支店を作り、25年で1500棟。そこで見えた「本当の強さ」とは【後編】

【中編】で、阪神・淡路大震災をきっかけに弊社が関西に支店を構えることになったところまでお話ししました。今回は、その25年間の歩みについてです。

目次

25年間で、約1500棟

震災後の復興需要の中で構えた関西支店。以後およそ25年にわたって現地で工事に携わり、手がけた棟数は約1500棟にのぼります。

きれいな話だけではありませんでした。関東の会社というだけで、現地の業者から資機材の取引を断られる時期が長く続きました。
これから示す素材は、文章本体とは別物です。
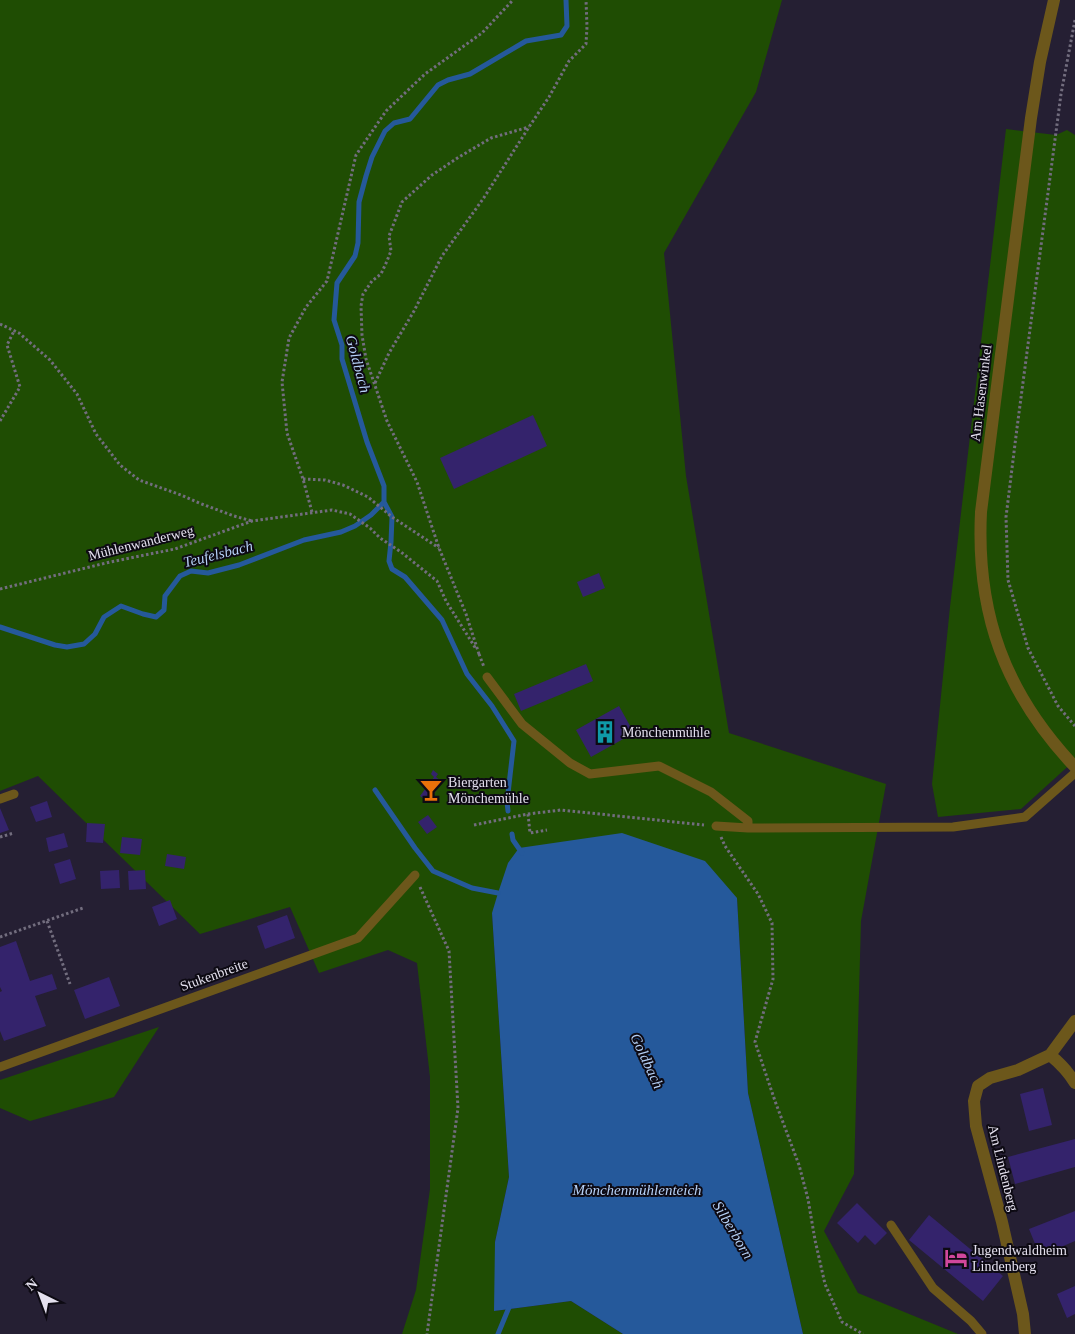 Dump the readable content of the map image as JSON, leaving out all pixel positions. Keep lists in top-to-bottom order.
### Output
{
  "streets": {
    "street": ["Am Hasenwinkel", "Am Lindenberg"],
    "lane": ["Stukenbreite"],
    "path": ["Mühlenwanderweg"]
  },
  "water": [
    "Goldbach",
    "Teufelsbach",
    "Mönchenmühlenteich",
    "Silberborn"
  ],
  "places": {
    "building": ["Mönchenmühle"],
    "bar": ["Biergarten Mönchemühle"],
    "hotel": ["Jugendwaldheim Lindenberg"]
  },
  "north": "top left"
}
信用がない土地で、ゼロから関係を築くしかありませんでした。

打開策は、地道な二つの方法でした。

  1. 関東からの定期輸送:現地で調達できない分は、関東から資機材を定期的に運び込みました。
  2. 時間をかけた信頼構築:数年をかけて現地での実績を積み、ようやく掛け(売掛)での調達ができるようになりました。ここに至って初めて、関西でも関東と変わらない仕事の体制が整いました。

資機材だけでなく、作業員の生活基盤も自分たちで作る必要がありました。最盛期には約40人の作業員が現地で働いており、弊社は一軒家を購入し、そこで共同生活を送る体制を20年間続けました。衣食住を含め、遠方での長期就労を支えるインフラを、会社として丸ごと引き受けていた形です。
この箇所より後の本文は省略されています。